A change for teachers
Working with students in this fashion requires a fundamental change in our classroom approach. The teacher is no longer the centre of attention in the traditional sense; the “teacher” has become the “facilitator of student-centred learning”. As one educator described it:
“The teacher acts as a communications hub, managing a classroom where learning is a partnership and information flows in both directions between teacher and students.”
(Fillmore et al., 2005, p 23)
This is the sort of classroom which promotes learning which stretches far beyond its four walls. Students can be challenged to address real-world local landscape management issues. Why not have students working with the Local Authority – mapping graffiti-prone sites, determining the best position for a skate park, identifying potential trip hazards on footpaths, the possibilities are endless.
The integration of GIS within Geography classrooms is one important way Geography can arrest declining student numbers and a tendency for the subject to be amalgamated within “social studies”. Mobile GIS is a brilliant way to engage students in their learning by promoting the use of technology in the field and challenging them to design projects which are of significance to them.
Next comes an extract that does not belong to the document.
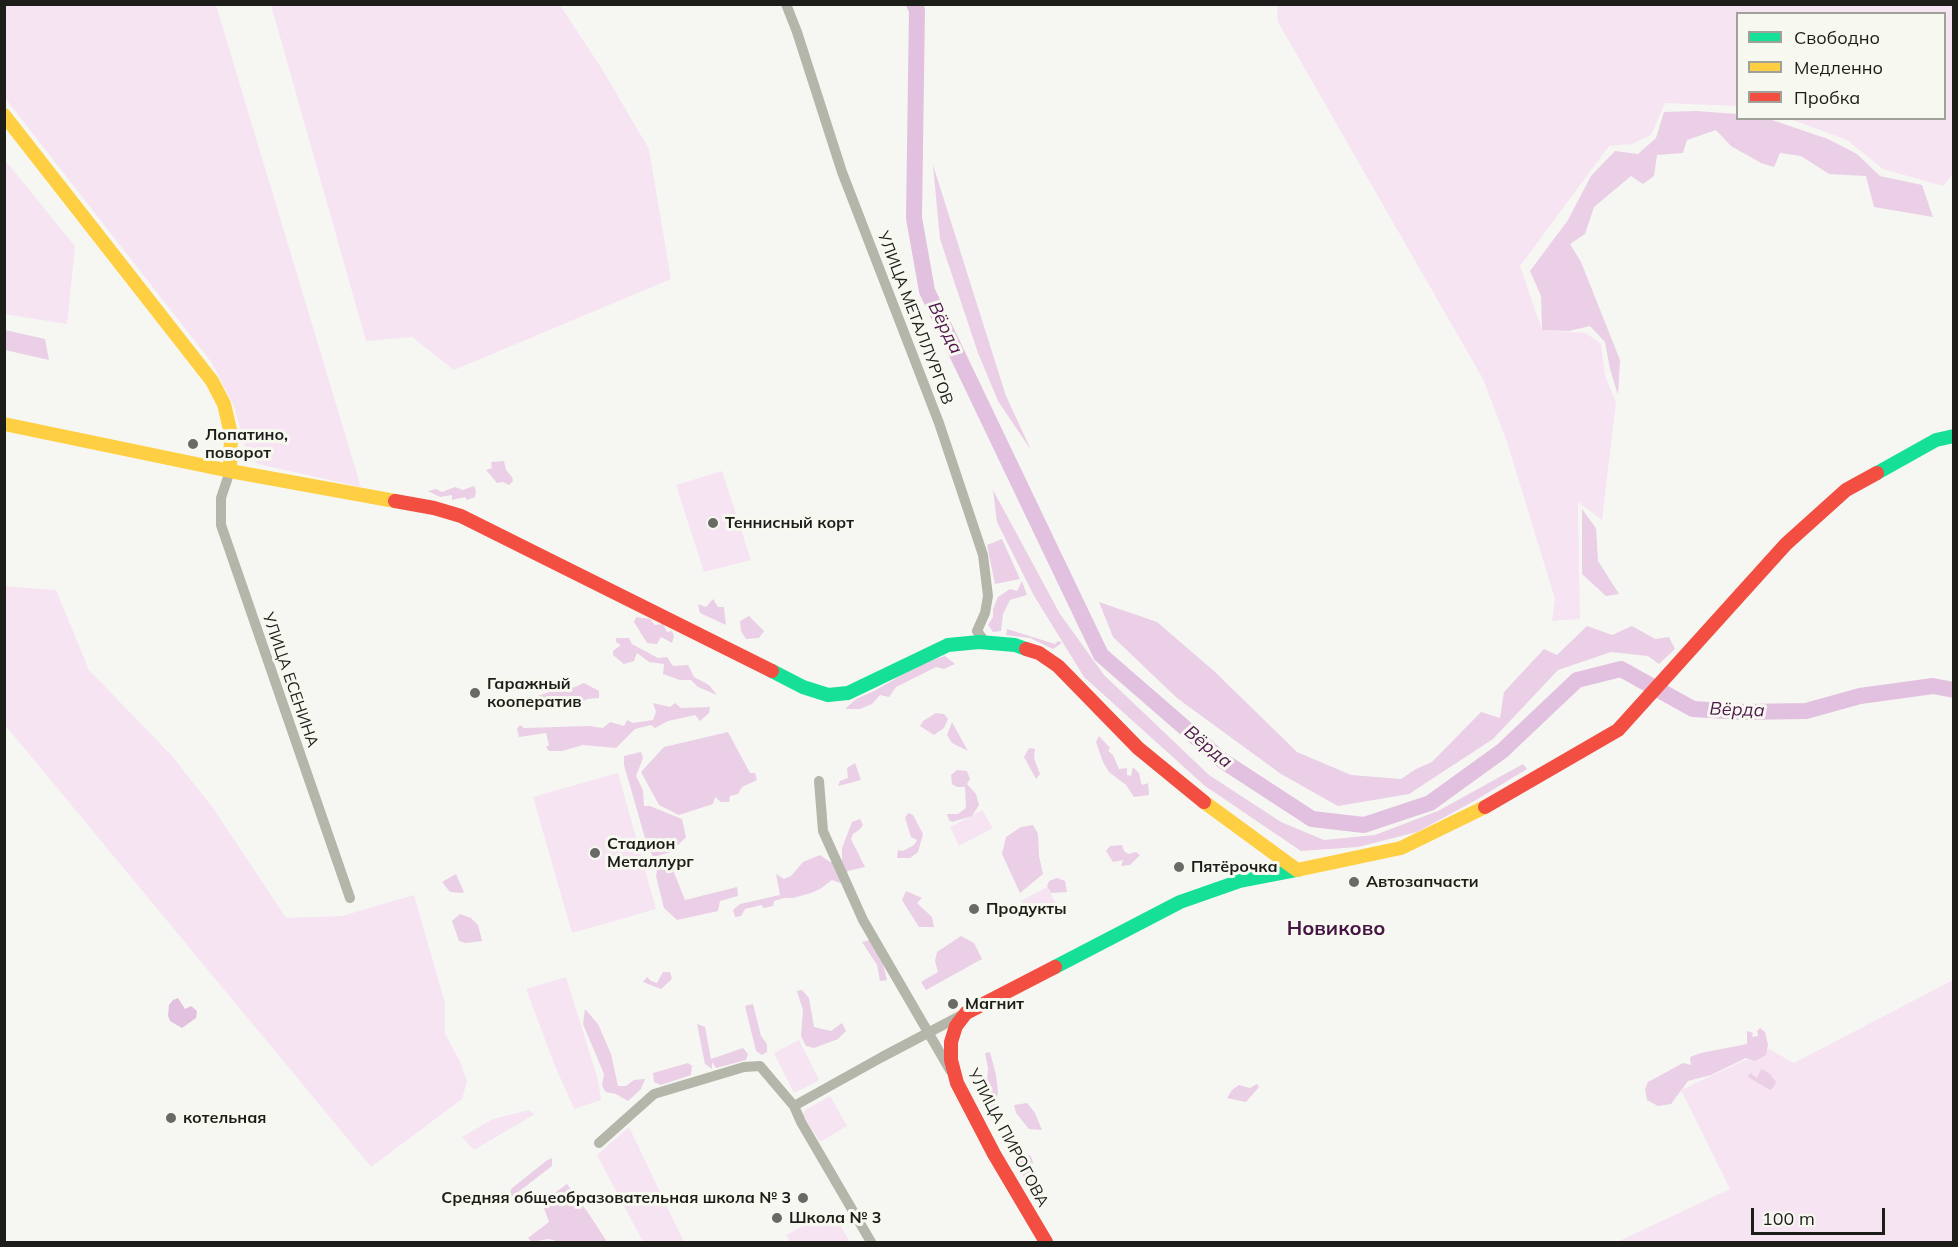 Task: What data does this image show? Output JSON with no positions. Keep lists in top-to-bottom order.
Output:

As Fred Martin suggests: “it would be sad if geographers waited until forced into using GIS by changes to the National Curriculum Order for Geography or exam board regulations” (Martin, 2006, p 85). Here’s an opportunity for teachers to set the agenda before it is determined for them.
ESRI, May 2006 ‘GIS and Emergency Management in Indian Ocean Earthquake/Tsunami Disaster’. An ESRI White Paper. Available at:
Fillmore, C., Flegg, R., Muller, F., Cakacaka, J. and Hawkins, R. August 2005 PPCs in the classroom: propagating pupil’s cognition. Professional Educator 4(3): 22 – 25.
Martin, F. 2006 e-geography: using ICT in quality geography. Geographical Association: Sheffield.